GHS: Aquatic acute Category 1 (H400), Aquatic chronic Category 1 (H410). ZnO is generally recognized as safe (GRAS) for topical use and is approved by FDA as a skin protectant active ingredient in OTC drug monographs. The serious occupational hazard is metal fume fever from inhaling ZnO smoke generated by welding or cutting galvanized steel — sub-micron ZnO particles cause flu-like symptoms (fever, chills, muscle aches) 4-12 hours post-exposure that resolve within 24-48 hours. OSHA PEL for ZnO fume is 5 mg/m3 (8-hour TWA), STEL 10 mg/m3; for ZnO dust, 15 mg/m3 total / 5 mg/m3 respirable. Use local exhaust or supplied-air respirators when welding galvanized steel.

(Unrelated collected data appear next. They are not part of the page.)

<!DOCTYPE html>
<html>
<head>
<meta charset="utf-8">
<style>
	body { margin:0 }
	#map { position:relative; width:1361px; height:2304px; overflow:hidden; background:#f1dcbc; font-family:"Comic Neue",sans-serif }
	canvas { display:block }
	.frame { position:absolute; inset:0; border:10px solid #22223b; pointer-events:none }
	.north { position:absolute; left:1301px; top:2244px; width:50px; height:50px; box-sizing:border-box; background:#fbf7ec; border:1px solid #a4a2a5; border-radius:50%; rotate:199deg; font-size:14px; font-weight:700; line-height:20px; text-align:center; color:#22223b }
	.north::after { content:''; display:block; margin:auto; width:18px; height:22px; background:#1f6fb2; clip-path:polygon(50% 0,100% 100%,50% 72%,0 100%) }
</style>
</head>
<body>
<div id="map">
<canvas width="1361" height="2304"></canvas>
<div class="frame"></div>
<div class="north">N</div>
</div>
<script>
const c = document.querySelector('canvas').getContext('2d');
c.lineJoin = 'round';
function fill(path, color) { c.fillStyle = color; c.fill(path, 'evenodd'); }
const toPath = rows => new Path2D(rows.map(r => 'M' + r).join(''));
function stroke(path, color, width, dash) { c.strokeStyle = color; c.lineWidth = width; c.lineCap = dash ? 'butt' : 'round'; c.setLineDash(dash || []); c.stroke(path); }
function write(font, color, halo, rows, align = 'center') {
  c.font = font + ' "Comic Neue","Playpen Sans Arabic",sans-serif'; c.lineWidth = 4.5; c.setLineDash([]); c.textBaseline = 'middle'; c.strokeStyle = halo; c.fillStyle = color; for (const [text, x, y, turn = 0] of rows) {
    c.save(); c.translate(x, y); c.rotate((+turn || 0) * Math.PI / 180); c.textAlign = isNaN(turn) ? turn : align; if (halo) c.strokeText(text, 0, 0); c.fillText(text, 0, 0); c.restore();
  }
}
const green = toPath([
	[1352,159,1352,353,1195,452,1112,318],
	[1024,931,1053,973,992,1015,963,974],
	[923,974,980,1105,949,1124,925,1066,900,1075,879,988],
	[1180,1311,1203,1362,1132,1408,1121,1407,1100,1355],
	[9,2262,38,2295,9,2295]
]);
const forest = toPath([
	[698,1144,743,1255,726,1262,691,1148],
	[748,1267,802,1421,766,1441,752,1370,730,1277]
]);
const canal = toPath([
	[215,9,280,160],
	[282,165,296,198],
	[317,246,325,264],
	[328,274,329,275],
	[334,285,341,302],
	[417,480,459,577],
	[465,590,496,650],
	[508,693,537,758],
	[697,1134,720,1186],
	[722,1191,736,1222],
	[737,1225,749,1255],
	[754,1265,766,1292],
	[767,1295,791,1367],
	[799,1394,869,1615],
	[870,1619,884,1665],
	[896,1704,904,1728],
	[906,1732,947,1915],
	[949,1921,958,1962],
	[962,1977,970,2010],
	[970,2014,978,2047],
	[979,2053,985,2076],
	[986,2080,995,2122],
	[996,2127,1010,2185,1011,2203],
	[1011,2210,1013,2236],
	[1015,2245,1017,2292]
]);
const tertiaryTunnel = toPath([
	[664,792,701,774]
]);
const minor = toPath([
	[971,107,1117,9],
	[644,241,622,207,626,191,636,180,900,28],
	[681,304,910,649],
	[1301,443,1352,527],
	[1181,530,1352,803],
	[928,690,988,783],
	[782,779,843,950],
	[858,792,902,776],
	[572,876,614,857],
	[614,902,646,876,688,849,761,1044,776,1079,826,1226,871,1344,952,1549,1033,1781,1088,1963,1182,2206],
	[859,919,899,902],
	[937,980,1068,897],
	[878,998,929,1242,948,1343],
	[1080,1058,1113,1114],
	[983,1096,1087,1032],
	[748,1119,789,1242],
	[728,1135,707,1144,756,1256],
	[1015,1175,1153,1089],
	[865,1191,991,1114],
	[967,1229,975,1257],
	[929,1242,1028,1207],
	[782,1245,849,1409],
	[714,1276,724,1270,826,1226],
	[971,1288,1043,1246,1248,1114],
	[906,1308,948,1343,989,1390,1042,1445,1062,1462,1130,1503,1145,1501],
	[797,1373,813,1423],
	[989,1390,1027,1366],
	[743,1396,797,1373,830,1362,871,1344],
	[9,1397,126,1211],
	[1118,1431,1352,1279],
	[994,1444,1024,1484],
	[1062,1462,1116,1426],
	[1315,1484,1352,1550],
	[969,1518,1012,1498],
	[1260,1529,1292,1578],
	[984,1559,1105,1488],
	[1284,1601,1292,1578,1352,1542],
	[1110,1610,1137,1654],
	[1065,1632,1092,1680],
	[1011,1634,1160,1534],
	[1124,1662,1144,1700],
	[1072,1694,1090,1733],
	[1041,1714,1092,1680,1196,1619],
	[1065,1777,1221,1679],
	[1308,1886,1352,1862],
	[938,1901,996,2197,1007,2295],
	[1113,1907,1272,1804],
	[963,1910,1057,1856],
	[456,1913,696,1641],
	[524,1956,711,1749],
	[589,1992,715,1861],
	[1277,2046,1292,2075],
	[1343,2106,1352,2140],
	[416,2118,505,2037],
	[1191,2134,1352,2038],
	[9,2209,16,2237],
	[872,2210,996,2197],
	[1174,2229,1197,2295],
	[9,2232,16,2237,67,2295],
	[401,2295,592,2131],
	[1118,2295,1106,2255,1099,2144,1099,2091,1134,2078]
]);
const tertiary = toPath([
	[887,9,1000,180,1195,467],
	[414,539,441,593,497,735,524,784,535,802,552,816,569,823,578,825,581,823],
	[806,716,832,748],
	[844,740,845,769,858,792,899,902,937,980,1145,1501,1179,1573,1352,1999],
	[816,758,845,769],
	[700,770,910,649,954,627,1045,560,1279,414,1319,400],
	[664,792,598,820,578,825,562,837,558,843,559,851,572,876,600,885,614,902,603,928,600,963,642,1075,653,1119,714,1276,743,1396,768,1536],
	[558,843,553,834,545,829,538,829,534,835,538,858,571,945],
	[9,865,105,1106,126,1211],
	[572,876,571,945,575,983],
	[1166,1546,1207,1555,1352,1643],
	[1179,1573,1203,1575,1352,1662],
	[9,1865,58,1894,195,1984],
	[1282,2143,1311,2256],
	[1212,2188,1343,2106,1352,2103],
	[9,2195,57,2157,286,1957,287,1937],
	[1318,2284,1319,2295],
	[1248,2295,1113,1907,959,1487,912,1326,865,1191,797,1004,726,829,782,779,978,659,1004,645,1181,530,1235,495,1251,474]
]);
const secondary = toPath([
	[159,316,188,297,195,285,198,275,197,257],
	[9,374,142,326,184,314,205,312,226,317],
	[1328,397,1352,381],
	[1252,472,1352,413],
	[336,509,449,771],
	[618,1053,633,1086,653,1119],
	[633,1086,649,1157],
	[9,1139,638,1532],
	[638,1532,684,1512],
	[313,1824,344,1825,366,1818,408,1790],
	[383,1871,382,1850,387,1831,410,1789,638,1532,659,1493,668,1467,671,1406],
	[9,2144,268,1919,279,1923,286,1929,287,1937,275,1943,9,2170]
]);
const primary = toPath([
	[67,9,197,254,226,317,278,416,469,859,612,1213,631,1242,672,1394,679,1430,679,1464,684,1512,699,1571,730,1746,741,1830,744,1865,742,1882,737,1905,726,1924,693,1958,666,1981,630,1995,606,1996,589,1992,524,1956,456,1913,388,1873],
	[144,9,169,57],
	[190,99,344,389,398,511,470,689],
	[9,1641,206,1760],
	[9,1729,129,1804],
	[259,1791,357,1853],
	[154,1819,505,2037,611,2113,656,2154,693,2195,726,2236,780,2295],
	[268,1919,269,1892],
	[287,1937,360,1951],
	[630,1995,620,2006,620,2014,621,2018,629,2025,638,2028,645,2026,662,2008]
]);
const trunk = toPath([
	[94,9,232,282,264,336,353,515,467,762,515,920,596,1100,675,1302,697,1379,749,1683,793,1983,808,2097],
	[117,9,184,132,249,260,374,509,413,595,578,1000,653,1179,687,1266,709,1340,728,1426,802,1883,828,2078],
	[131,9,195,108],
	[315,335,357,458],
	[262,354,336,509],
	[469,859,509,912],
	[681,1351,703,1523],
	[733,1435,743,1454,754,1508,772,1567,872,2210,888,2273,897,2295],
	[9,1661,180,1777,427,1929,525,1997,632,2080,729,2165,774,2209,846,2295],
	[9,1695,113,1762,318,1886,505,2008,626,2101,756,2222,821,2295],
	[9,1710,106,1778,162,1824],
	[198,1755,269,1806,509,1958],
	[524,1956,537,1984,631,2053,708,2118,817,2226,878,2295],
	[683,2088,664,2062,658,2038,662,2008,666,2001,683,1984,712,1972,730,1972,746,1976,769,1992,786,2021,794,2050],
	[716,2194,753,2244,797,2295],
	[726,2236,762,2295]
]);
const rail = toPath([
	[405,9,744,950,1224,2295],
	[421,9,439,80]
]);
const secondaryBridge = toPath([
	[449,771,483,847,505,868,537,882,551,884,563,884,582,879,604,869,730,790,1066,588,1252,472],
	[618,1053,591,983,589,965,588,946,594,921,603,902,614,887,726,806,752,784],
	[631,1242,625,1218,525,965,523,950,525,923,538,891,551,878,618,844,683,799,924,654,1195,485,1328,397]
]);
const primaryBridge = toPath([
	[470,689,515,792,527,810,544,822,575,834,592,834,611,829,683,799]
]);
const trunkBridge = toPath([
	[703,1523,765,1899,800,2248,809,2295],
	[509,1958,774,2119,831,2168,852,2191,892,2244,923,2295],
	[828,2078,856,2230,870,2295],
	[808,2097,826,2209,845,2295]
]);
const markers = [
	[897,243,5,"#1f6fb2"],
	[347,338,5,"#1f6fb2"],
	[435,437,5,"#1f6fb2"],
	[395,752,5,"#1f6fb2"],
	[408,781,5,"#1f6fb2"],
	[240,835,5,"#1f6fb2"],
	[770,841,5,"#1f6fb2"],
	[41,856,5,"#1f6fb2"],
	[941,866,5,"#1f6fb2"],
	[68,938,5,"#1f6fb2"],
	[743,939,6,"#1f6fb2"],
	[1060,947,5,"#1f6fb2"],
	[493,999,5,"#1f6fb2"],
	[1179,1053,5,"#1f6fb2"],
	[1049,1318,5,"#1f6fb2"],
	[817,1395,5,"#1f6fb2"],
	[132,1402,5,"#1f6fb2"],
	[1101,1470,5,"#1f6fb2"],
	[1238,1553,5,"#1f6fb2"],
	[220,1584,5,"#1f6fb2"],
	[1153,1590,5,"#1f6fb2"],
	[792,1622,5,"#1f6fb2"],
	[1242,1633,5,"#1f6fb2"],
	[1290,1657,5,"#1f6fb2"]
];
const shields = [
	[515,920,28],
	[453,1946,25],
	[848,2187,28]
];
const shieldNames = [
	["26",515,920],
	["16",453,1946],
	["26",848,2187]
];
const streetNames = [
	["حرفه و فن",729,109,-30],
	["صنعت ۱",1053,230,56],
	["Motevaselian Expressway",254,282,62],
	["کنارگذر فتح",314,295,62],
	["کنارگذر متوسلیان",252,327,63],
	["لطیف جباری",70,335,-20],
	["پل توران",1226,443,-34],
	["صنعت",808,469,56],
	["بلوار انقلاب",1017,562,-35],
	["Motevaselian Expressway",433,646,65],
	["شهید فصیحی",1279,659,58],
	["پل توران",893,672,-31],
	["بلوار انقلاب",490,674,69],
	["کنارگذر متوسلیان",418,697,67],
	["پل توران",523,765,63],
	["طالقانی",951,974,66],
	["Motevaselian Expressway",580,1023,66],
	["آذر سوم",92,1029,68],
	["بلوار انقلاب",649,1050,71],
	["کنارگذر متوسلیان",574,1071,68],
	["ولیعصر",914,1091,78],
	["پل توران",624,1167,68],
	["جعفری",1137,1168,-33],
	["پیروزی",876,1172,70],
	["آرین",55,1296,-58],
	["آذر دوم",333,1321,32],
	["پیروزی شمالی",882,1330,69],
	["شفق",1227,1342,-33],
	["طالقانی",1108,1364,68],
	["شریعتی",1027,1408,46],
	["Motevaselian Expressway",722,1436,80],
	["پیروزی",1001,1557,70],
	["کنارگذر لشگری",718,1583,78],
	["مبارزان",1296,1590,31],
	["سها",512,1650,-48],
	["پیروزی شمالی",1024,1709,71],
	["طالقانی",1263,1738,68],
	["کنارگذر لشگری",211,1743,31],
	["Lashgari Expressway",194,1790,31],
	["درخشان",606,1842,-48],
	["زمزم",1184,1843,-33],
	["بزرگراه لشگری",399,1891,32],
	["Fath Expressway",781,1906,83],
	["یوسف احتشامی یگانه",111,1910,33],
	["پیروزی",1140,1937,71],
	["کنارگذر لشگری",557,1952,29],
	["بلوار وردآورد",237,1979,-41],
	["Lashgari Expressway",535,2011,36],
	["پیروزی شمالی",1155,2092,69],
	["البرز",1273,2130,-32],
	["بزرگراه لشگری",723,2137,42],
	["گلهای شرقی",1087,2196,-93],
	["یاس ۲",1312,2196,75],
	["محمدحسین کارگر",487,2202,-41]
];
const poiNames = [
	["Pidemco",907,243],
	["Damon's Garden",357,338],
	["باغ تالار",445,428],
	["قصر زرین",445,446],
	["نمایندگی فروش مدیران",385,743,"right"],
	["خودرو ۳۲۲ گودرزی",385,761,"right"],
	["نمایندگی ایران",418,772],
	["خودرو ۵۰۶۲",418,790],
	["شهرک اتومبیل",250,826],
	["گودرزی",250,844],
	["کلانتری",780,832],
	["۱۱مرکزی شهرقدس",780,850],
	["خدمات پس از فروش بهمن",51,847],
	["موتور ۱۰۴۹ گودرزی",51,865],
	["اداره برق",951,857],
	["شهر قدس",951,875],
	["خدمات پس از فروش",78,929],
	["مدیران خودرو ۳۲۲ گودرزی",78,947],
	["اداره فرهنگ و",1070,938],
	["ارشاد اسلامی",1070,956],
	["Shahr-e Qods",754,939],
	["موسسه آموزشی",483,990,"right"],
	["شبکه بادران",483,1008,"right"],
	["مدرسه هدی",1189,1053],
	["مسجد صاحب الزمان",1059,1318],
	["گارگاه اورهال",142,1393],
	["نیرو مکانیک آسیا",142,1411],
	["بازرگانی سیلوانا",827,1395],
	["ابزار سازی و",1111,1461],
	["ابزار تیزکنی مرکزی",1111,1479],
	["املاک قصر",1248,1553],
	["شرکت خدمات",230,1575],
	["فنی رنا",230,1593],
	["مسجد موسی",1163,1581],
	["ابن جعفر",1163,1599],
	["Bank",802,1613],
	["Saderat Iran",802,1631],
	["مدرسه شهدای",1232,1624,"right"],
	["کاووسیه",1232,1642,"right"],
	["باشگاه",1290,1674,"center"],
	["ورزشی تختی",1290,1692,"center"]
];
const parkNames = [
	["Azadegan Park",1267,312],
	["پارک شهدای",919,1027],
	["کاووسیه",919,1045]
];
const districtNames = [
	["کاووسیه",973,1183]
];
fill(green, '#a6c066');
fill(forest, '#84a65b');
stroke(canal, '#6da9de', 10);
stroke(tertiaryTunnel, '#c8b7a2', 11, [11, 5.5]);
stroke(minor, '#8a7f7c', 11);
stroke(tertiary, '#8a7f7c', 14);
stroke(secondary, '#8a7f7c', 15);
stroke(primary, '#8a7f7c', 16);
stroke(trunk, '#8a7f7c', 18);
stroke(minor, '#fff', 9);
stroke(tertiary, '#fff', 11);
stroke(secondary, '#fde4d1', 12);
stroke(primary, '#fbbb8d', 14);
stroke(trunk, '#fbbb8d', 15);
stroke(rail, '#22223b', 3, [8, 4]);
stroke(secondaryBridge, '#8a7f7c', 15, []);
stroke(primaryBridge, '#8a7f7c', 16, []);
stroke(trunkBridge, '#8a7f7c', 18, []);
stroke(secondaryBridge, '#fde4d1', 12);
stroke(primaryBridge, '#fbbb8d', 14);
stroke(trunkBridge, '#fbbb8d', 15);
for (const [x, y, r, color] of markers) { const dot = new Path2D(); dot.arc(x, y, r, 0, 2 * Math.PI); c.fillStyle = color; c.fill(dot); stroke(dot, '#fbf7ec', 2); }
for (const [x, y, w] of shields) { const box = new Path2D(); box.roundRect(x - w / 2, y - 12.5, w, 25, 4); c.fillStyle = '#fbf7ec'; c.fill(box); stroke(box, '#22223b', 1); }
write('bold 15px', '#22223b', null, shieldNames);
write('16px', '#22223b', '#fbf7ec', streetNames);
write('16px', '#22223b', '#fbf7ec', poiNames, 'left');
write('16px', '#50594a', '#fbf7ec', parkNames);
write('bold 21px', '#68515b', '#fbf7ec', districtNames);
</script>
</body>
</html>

This safety summary is for educational reference only and may not be complete. It is not a substitute for Safety Data Sheets (SDS), medical advice, or professional chemical safety guidance. Always consult appropriate SDS and qualified professionals before handling chemicals.

Constituent Elements

Frequently Asked Questions

What is the molar mass of zinc oxide?
ZnO is 81.379 g/mol — zinc at 65.38 g/mol plus oxygen at 15.999 g/mol. This is straightforward stoichiometry, but worth double-checking when calculating yields from precursor decomposition: 1 mol of Zn(NO3)2·6H2O (297.48 g) yields 1 mol of ZnO (81.38 g), so the theoretical mass yield from the hexahydrate precursor is just 27.4%.
How does zinc oxide protect skin from the sun?
ZnO is a physical (mineral) sunscreen that sits on the skin surface and blocks UV by a combination of scattering, reflection, and absorption. Its 3.37 eV bandgap puts the absorption edge at about 368 nm, which means it absorbs both UVA (320-400 nm) and UVB (280-320 nm) — broader-spectrum than most chemical filters. It doesn't degrade in sunlight the way avobenzone does, and it's well-tolerated by sensitive and infant skin, which is why pediatric and reef-safe formulations rely on it.
What makes zinc oxide amphoteric?
ZnO dissolves in both acids and strong bases: ZnO + 2 HCl gives ZnCl2 + H2O (basic behavior of the oxide), and ZnO + 2 NaOH + H2O gives Na2[Zn(OH)4] (acidic behavior, forming the soluble zincate). That dual reactivity reflects zinc's borderline position between the more clearly basic Group 2 oxides like CaO and the clearly acidic Group 14 oxides like CO2 — and it's why zinc shows up in qualitative-analysis schemes as the diagnostic amphoteric cation.